En septiembre de 2022 el Ministerio de Derechos Sociales y Agenda 2030 publicó un anuncio bajo la etiqueta #BastaDeDistopías.

Básicamente, se alineaba con la corriente que propugna un cambio de paradigma en las historias de futuro cercano a través de buscar ficciones con un sesgo más positivo; huir del fatalismo para, además, plantear alternativas inspiradoras a un sistema socioeconómico predominante, el capitalismo, cuya aplicación se percibe como una amenaza para el futuro. Mi recepción fue recelosa. Más allá del eslogan, me costaba ver los argumentos de una propuesta así, un poco como me ocurrió con la defensa del llamado hopepunk. Muchos de los libros que se defienden dentro de esta corriente me parecen tremendamente conservadores, cuando no abiertamente reaccionarios. El hecho es que he tenido que esperar unos años para poder encontrar una defensa con sustancia de esta línea de pensamiento; o, más bien, llegar a media línea en su argumentario. Su autor, Francisco Martorell Campos, cuenta con otro libro pendiente de reedición, Soñar de otro modo, en el cual complementa la base de Contra la distopía.

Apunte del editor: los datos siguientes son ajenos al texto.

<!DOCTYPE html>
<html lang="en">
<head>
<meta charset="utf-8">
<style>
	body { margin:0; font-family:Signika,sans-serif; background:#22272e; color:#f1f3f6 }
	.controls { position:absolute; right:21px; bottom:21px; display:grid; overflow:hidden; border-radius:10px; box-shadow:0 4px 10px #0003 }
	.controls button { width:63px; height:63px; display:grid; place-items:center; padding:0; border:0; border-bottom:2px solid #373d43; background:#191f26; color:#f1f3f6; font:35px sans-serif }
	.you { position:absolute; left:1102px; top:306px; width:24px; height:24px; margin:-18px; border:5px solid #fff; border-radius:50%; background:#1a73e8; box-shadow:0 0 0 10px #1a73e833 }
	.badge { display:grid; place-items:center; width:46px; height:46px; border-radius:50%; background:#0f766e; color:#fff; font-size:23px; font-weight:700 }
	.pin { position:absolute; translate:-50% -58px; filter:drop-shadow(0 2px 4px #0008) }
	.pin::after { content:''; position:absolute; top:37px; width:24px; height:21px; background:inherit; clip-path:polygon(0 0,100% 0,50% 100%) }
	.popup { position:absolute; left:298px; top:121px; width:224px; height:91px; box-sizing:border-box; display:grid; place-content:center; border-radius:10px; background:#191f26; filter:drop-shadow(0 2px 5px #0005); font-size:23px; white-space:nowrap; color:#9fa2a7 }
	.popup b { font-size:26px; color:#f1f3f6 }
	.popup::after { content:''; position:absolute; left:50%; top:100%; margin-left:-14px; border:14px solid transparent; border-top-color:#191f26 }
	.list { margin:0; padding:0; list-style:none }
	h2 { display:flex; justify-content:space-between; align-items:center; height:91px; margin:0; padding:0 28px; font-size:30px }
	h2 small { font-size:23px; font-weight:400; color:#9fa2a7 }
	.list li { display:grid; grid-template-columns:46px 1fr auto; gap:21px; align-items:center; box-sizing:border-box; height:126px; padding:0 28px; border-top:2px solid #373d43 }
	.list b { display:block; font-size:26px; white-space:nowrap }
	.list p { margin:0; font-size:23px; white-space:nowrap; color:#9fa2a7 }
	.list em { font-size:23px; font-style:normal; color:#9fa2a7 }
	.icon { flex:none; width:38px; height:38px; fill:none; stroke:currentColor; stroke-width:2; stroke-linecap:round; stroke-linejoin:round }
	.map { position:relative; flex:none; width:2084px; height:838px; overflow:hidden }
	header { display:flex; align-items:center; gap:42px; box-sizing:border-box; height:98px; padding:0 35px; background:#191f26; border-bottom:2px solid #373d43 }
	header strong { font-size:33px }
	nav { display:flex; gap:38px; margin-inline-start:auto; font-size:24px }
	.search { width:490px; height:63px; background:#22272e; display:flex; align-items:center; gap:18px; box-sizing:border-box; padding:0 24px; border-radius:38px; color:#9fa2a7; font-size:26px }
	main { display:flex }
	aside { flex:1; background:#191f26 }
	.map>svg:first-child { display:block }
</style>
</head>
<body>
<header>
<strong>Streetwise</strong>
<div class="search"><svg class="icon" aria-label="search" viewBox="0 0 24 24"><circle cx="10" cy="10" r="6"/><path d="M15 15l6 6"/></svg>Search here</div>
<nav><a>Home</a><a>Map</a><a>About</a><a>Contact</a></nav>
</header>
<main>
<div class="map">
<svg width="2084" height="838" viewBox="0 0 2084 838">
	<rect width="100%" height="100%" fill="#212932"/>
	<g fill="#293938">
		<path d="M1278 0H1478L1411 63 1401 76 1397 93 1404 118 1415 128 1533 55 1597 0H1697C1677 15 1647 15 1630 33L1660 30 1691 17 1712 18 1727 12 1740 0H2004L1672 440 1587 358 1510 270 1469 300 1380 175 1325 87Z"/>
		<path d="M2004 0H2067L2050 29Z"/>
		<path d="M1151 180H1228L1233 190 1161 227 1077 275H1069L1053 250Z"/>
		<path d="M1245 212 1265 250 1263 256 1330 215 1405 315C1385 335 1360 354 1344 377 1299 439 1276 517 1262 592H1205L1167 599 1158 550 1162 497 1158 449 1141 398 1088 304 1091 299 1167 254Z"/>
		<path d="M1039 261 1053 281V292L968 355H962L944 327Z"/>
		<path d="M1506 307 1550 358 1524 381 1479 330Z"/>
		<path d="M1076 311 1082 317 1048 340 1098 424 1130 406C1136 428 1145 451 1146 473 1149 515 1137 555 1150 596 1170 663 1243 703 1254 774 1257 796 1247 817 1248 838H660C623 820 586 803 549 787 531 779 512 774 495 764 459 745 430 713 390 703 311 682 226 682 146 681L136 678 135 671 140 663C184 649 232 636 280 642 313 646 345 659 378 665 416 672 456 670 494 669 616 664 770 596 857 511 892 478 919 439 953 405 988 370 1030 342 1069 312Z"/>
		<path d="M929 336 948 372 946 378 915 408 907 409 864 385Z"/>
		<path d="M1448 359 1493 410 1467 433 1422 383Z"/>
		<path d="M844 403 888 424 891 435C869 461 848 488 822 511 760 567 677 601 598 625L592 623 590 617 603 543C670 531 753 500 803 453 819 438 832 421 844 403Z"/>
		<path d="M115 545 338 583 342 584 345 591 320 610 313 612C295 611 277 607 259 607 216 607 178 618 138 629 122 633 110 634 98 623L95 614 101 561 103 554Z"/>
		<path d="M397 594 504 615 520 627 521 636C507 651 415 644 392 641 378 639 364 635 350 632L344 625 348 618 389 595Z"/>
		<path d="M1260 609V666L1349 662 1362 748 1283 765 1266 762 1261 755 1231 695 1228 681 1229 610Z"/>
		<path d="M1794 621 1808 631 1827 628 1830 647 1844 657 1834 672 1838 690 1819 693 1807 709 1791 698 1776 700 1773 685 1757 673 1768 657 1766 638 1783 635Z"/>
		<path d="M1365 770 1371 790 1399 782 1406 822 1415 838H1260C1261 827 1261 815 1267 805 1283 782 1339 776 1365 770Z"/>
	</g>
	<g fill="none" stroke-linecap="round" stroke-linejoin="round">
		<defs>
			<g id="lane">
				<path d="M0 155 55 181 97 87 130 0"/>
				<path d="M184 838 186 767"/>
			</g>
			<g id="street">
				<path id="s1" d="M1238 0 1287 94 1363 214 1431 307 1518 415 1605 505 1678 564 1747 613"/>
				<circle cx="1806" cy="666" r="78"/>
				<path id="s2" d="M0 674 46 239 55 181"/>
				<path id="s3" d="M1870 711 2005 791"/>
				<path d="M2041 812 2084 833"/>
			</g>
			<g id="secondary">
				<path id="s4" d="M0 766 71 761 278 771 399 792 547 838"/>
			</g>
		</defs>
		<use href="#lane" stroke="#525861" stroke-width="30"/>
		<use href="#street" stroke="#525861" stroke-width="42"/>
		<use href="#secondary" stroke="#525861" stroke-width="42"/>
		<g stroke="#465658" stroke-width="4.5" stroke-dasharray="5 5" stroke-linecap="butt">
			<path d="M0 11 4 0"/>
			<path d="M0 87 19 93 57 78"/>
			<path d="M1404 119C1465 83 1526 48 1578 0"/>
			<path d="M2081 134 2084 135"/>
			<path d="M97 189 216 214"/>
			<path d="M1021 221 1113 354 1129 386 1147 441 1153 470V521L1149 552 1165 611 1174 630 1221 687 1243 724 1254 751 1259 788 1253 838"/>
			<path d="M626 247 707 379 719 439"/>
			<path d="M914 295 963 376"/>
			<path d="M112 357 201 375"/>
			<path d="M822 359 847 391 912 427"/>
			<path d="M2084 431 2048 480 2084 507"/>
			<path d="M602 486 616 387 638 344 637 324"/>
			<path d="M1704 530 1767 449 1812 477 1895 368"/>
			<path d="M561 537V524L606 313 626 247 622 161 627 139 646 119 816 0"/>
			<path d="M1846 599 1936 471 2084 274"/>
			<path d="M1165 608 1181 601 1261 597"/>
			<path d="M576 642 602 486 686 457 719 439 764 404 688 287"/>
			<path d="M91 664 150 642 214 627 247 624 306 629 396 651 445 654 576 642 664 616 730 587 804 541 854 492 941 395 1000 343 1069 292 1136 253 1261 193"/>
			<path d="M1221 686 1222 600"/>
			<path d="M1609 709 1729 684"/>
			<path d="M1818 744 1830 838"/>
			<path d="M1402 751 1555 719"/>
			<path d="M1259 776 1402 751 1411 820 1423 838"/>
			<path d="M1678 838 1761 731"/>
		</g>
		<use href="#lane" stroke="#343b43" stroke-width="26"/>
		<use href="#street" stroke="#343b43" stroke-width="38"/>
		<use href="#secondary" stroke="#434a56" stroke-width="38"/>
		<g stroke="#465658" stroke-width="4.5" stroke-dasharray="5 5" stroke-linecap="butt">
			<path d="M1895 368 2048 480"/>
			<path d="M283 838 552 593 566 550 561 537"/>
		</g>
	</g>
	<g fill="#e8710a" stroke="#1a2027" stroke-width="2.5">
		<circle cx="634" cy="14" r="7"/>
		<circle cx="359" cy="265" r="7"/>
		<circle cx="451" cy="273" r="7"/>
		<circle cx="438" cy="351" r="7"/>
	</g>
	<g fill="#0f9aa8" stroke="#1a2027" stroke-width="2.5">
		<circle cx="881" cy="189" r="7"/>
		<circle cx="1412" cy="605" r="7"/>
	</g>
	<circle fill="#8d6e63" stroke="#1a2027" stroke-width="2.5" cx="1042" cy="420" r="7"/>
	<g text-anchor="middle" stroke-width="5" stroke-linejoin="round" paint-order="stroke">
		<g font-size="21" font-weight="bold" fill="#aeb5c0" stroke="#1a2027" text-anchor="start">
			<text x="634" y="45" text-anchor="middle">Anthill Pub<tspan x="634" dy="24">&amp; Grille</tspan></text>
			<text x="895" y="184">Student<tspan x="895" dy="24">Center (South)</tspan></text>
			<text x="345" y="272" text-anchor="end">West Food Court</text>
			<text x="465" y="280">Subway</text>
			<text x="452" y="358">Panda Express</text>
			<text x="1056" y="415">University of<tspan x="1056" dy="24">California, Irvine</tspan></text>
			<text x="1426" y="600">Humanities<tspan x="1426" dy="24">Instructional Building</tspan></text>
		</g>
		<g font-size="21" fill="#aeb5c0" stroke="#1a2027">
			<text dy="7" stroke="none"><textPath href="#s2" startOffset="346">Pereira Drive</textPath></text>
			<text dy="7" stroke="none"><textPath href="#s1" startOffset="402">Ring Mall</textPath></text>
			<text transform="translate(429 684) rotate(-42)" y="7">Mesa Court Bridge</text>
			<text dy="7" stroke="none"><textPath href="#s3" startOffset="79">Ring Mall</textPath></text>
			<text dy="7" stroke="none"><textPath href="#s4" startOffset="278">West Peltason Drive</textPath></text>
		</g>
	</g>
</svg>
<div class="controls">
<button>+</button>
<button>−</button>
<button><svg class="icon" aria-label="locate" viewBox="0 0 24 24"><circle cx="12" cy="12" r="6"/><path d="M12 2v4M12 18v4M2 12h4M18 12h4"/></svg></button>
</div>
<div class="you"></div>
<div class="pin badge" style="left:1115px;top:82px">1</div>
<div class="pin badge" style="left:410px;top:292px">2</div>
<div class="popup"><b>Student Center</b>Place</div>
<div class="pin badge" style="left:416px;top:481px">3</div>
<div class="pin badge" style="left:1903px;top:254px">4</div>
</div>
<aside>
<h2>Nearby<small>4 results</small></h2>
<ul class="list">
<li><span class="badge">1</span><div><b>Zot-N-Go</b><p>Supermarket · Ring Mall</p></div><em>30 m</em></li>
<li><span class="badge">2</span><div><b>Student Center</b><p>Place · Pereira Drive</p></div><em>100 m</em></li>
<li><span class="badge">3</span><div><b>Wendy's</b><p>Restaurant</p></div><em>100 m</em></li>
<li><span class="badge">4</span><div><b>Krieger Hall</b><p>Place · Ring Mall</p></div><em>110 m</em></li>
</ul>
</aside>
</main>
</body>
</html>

En este ensayo, Martorell Campos problematiza la idoneidad de la distopía como cuestionamiento del presente. Esa prevalencia en la ciencia ficción de los últimos quince años cuya relevancia se puede extender hacia atrás en el tiempo más atrás de 1984, Un mundo feliz y Nosotros. Su manera de atacar a esta censura de problemas políticos, sociales, económicos contemporáneos se estructura en tres partes bien delimitadas. La primera, “Distopiland”, cartografía el arraigo de las distopías en la actualidad literaria a partir de un repaso a su prevalencia desde la historiografía. La segunda, “La distopía retratada”, es quizás la que mejor puede servir para todas aquellas personas que, involuntariamente o voluntariamente, tengan confundido su uso: define meticulosamente sus características, alejándola de otras temáticas de la ciencia ficción con la que suele confundirse, caso de lo postapocalíptico. Además lanza los perros de la guerra contra la idea arraigada de que su base ideológica puede ser progresista. Finalmente, en “Distopía: La cara B” concreta una decena de críticas que desnudan obras específicas.